Careworkers have shown an unwavering commitment and compassion to the people they support by continuing to travel to work to support them every day despite the risks, with some workers going so far as to move into their places of work, leaving their families behind at home, in order to help shield the people they care for from the virus.

Meanwhile care employers have shown their usual commitment and compassion to their employees by treating them as badly as they possibly can in order to protect profit margins. Most care workers have never been eligible for sick pay and receive only Statutory Sick Pay (SSP) and this has continued during the current crisis.

Workers have said they have been pressured to go into work and do shifts even though they are isolating at home either because they themselves have become sick or due to a sick or shielding family member and some of those that live in a household with a high risk family member and who want to self isolate to protect them have been told that they will not even be eligible for SSP and will go unpaid, as it is not they themselves who are sick.

Care staff have also been pressured to provide sick notes for all time spent off self isolating due to having Cornavirus symptoms, despite the government advice being that you only need to provide an isolation note, which can be applied for online to help ease pressure on GP surgeries, and of course the fact that all absences 7 days or less can be self-certified.

The government’s mixed messaging on pay for workers who are shielding due to health issues has led to complete confusion as to whether care staff who are shielding at home for 12 weeks are entitled to be furloughed as per the government’s program and receive at least 80% of their regular wage.

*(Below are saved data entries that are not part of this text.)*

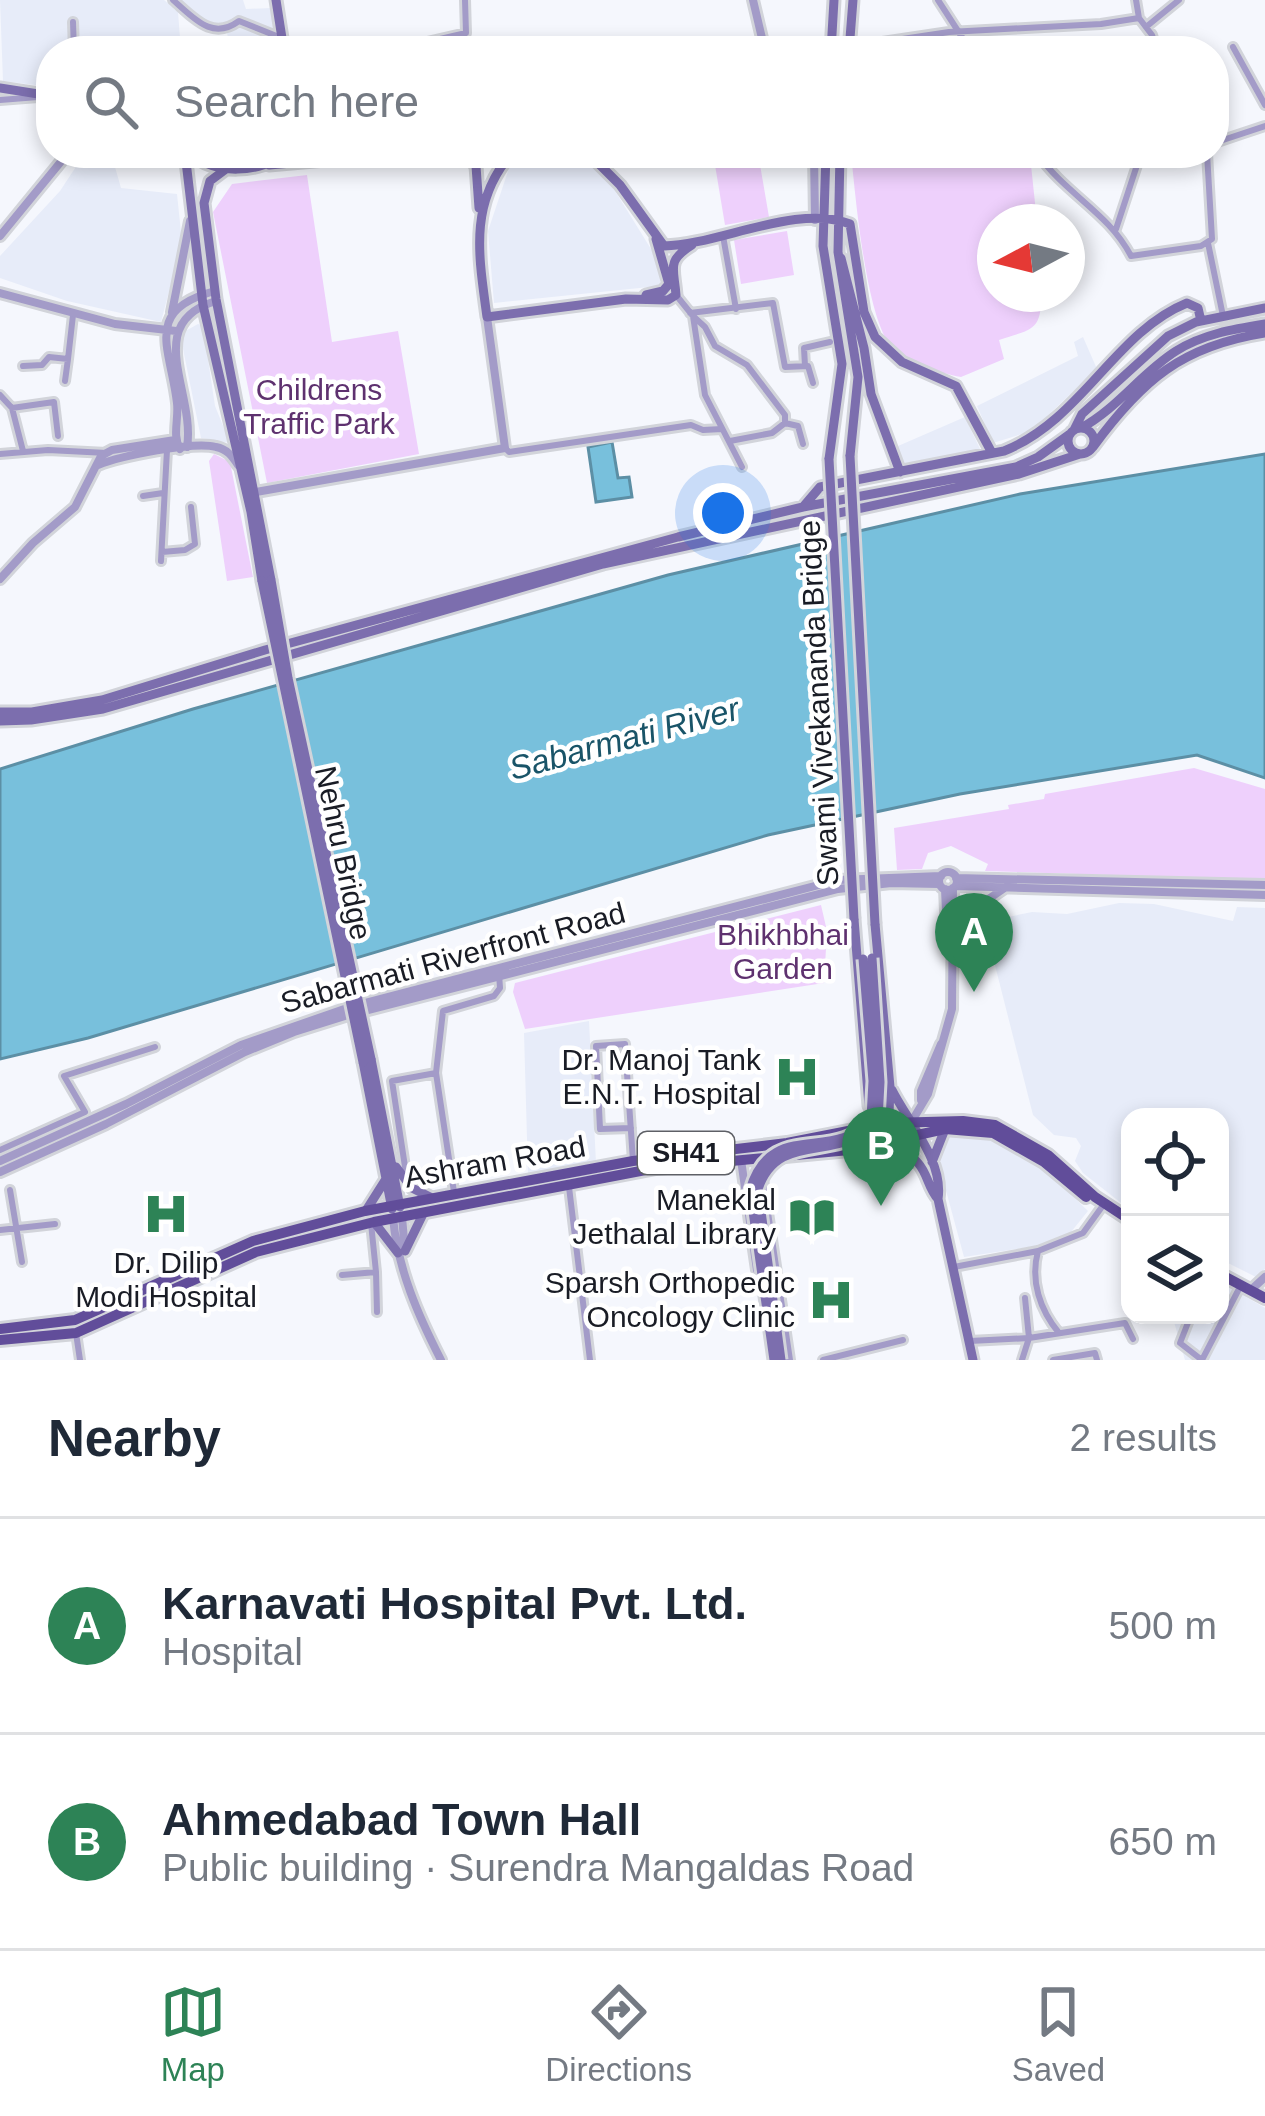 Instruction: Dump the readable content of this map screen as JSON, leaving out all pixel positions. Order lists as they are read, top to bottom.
{
  "streets": {
    "main road": [
      "Swami Vivekananda Bridge",
      "Nehru Bridge",
      "SH41",
      "Ashram Road"
    ],
    "street": ["Sabarmati Riverfront Road"]
  },
  "crossings": [
    ["Nehru Bridge", "Ashram Road"]
  ],
  "water": ["Sabarmati River"],
  "parks": ["Childrens Traffic Park", "Bhikhbhai Garden"],
  "places": {
    "hospital": ["Dr. Manoj Tank E.N.T. Hospital", "Dr. Dilip Modi Hospital", "Sparsh Orthopedic Oncology Clinic"],
    "library": ["Maneklal Jethalal Library"]
  },
  "north": "left",
  "page": {
    "search": "Search here",
    "pins": ["A", "B"],
    "heading": ["Nearby", "2 results"],
    "list": [
      {
        "mark": "A",
        "name": "Karnavati Hospital Pvt. Ltd.",
        "note": "Hospital",
        "value": "500 m"
      },
      {
        "mark": "B",
        "name": "Ahmedabad Town Hall",
        "note": "Public building · Surendra Mangaldas Road",
        "value": "650 m"
      }
    ],
    "nav": ["Map", "Directions", "Saved"]
  }
}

Some workers are saying that their employer has agreed to place them on furlough while others have said that they have been told they will only receive SSP for 12 weeks. Some staff have even been told they will be placed on furlough only to be told later that their employer will not be doing so.

For low paid staff who are on Minimum Wage and often have no savings, the prospect of being on SSP, which is currently only £94.25 a week, for at least 12 weeks with no idea of when this will be over,  is a pretty daunting one and one that may not be affordable for many.

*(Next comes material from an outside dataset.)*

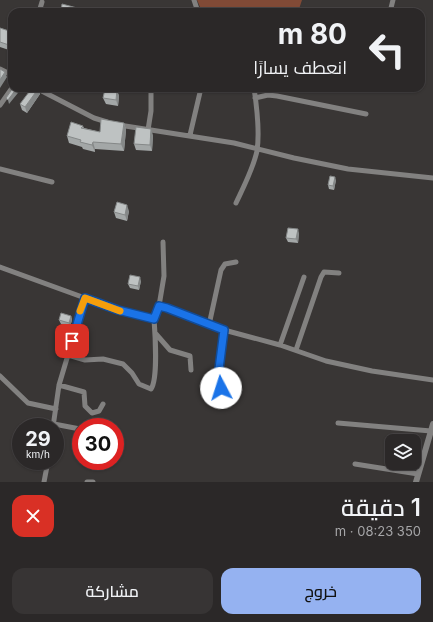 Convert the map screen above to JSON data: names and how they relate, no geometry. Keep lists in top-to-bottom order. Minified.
{"page":{"turn":["80 m","انعطف يسارًا"],"speed":"29 km/h","limit":"30","heading":["1 دقيقة","350 m · 08:23"],"buttons":["خروج","مشاركة"]}}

The lack of Personal Protective Equipment (PPE) such as gloves, masks and aprons as well as hand sanitizer and cleaning equipment for care workers is a national scandal and is leaving both care workers and the people they care for at massive risk of contracting, or spreading through no fault of their own, the Coronavirus.

So desperate has the situation become that companies have tried to source PPE from local nail bars and vet’s practices with up to 80% of providers saying they do not have adequate PPE. One worrying report emerged from the GMB union in Scotland of a care home locking PPE in a cupboard away from staff.

Care staff have been receiving varying, if any,  advice on how and when to use PPE with some being told by their employers that some PPE will only be provided if a service user is showing symptoms of Coronavirus and they have to perform personal care, despite the fact that the virus seems to be extremely contagious, easily transmissable and spreading at a rapid rate and by the time the company has got around to deciding to provide PPE, it may be too late.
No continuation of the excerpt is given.